:: DATA TO PROCESS ::

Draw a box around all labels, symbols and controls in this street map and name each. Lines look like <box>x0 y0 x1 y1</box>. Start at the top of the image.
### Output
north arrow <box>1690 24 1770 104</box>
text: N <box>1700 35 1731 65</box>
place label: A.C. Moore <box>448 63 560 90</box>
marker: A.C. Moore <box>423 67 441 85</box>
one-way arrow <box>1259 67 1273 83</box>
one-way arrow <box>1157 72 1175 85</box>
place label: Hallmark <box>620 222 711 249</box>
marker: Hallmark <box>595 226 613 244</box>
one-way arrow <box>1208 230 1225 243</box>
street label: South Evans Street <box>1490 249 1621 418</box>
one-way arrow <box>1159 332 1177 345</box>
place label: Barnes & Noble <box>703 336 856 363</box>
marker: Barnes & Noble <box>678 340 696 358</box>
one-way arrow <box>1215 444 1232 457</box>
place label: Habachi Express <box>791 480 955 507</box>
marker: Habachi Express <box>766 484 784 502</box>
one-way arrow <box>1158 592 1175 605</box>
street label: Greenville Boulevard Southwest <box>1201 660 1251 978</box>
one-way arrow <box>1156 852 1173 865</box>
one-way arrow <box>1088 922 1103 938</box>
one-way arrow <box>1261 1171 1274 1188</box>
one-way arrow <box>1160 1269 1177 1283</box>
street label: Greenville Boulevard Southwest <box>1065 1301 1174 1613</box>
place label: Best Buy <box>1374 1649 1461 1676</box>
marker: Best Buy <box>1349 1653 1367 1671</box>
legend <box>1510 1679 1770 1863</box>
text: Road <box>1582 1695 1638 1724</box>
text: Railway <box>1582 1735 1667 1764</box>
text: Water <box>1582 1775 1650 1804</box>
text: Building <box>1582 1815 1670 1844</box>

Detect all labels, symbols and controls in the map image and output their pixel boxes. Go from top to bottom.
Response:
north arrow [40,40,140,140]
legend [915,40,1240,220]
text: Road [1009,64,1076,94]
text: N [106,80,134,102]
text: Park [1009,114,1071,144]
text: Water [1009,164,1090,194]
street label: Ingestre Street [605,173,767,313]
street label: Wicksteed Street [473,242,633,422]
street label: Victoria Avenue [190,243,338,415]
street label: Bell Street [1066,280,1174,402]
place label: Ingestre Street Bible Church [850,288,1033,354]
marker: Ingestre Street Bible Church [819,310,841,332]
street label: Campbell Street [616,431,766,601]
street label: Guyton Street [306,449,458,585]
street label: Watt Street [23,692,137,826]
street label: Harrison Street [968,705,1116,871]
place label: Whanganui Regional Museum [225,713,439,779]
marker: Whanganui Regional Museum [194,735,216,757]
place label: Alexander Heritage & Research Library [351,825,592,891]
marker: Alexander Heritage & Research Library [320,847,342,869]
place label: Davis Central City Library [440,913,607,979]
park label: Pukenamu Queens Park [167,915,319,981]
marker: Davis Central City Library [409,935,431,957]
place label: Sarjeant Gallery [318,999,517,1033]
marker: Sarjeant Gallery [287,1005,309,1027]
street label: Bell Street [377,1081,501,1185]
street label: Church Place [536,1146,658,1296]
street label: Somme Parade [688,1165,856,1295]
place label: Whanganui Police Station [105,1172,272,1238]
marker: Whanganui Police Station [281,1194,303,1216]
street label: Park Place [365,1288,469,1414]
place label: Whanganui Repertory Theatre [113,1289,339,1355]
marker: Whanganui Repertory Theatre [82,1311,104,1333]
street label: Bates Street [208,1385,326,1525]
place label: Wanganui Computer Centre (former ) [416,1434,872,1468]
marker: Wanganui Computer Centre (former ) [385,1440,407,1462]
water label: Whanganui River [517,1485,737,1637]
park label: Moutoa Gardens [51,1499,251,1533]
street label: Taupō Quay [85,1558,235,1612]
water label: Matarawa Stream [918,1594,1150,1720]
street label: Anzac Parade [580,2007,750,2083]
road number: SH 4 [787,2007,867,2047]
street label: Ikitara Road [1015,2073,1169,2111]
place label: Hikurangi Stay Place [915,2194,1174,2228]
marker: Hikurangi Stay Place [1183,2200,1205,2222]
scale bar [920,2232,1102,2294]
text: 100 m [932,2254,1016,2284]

:::

• **PROBLEM**:
Repeat the material above in full, exactly as it stands.

• **SOLUTION TO THE PROBLEM**:
Draw a box around all labels, symbols and controls in this street map and name each. Lines look like <box>x0 y0 x1 y1</box>. Start at the top of the image.
### Output
north arrow <box>1690 24 1770 104</box>
text: N <box>1700 35 1731 65</box>
place label: A.C. Moore <box>448 63 560 90</box>
marker: A.C. Moore <box>423 67 441 85</box>
one-way arrow <box>1259 67 1273 83</box>
one-way arrow <box>1157 72 1175 85</box>
place label: Hallmark <box>620 222 711 249</box>
marker: Hallmark <box>595 226 613 244</box>
one-way arrow <box>1208 230 1225 243</box>
street label: South Evans Street <box>1490 249 1621 418</box>
one-way arrow <box>1159 332 1177 345</box>
place label: Barnes & Noble <box>703 336 856 363</box>
marker: Barnes & Noble <box>678 340 696 358</box>
one-way arrow <box>1215 444 1232 457</box>
place label: Habachi Express <box>791 480 955 507</box>
marker: Habachi Express <box>766 484 784 502</box>
one-way arrow <box>1158 592 1175 605</box>
street label: Greenville Boulevard Southwest <box>1201 660 1251 978</box>
one-way arrow <box>1156 852 1173 865</box>
one-way arrow <box>1088 922 1103 938</box>
one-way arrow <box>1261 1171 1274 1188</box>
one-way arrow <box>1160 1269 1177 1283</box>
street label: Greenville Boulevard Southwest <box>1065 1301 1174 1613</box>
place label: Best Buy <box>1374 1649 1461 1676</box>
marker: Best Buy <box>1349 1653 1367 1671</box>
legend <box>1510 1679 1770 1863</box>
text: Road <box>1582 1695 1638 1724</box>
text: Railway <box>1582 1735 1667 1764</box>
text: Water <box>1582 1775 1650 1804</box>
text: Building <box>1582 1815 1670 1844</box>

Detect all labels, symbols and controls in the map image and output their pixel boxes. Go from top to bottom.
Response:
north arrow [40,40,140,140]
legend [915,40,1240,220]
text: Road [1009,64,1076,94]
text: N [106,80,134,102]
text: Park [1009,114,1071,144]
text: Water [1009,164,1090,194]
street label: Ingestre Street [605,173,767,313]
street label: Wicksteed Street [473,242,633,422]
street label: Victoria Avenue [190,243,338,415]
street label: Bell Street [1066,280,1174,402]
place label: Ingestre Street Bible Church [850,288,1033,354]
marker: Ingestre Street Bible Church [819,310,841,332]
street label: Campbell Street [616,431,766,601]
street label: Guyton Street [306,449,458,585]
street label: Watt Street [23,692,137,826]
street label: Harrison Street [968,705,1116,871]
place label: Whanganui Regional Museum [225,713,439,779]
marker: Whanganui Regional Museum [194,735,216,757]
place label: Alexander Heritage & Research Library [351,825,592,891]
marker: Alexander Heritage & Research Library [320,847,342,869]
place label: Davis Central City Library [440,913,607,979]
park label: Pukenamu Queens Park [167,915,319,981]
marker: Davis Central City Library [409,935,431,957]
place label: Sarjeant Gallery [318,999,517,1033]
marker: Sarjeant Gallery [287,1005,309,1027]
street label: Bell Street [377,1081,501,1185]
street label: Church Place [536,1146,658,1296]
street label: Somme Parade [688,1165,856,1295]
place label: Whanganui Police Station [105,1172,272,1238]
marker: Whanganui Police Station [281,1194,303,1216]
street label: Park Place [365,1288,469,1414]
place label: Whanganui Repertory Theatre [113,1289,339,1355]
marker: Whanganui Repertory Theatre [82,1311,104,1333]
street label: Bates Street [208,1385,326,1525]
place label: Wanganui Computer Centre (former ) [416,1434,872,1468]
marker: Wanganui Computer Centre (former ) [385,1440,407,1462]
water label: Whanganui River [517,1485,737,1637]
park label: Moutoa Gardens [51,1499,251,1533]
street label: Taupō Quay [85,1558,235,1612]
water label: Matarawa Stream [918,1594,1150,1720]
street label: Anzac Parade [580,2007,750,2083]
road number: SH 4 [787,2007,867,2047]
street label: Ikitara Road [1015,2073,1169,2111]
place label: Hikurangi Stay Place [915,2194,1174,2228]
marker: Hikurangi Stay Place [1183,2200,1205,2222]
scale bar [920,2232,1102,2294]
text: 100 m [932,2254,1016,2284]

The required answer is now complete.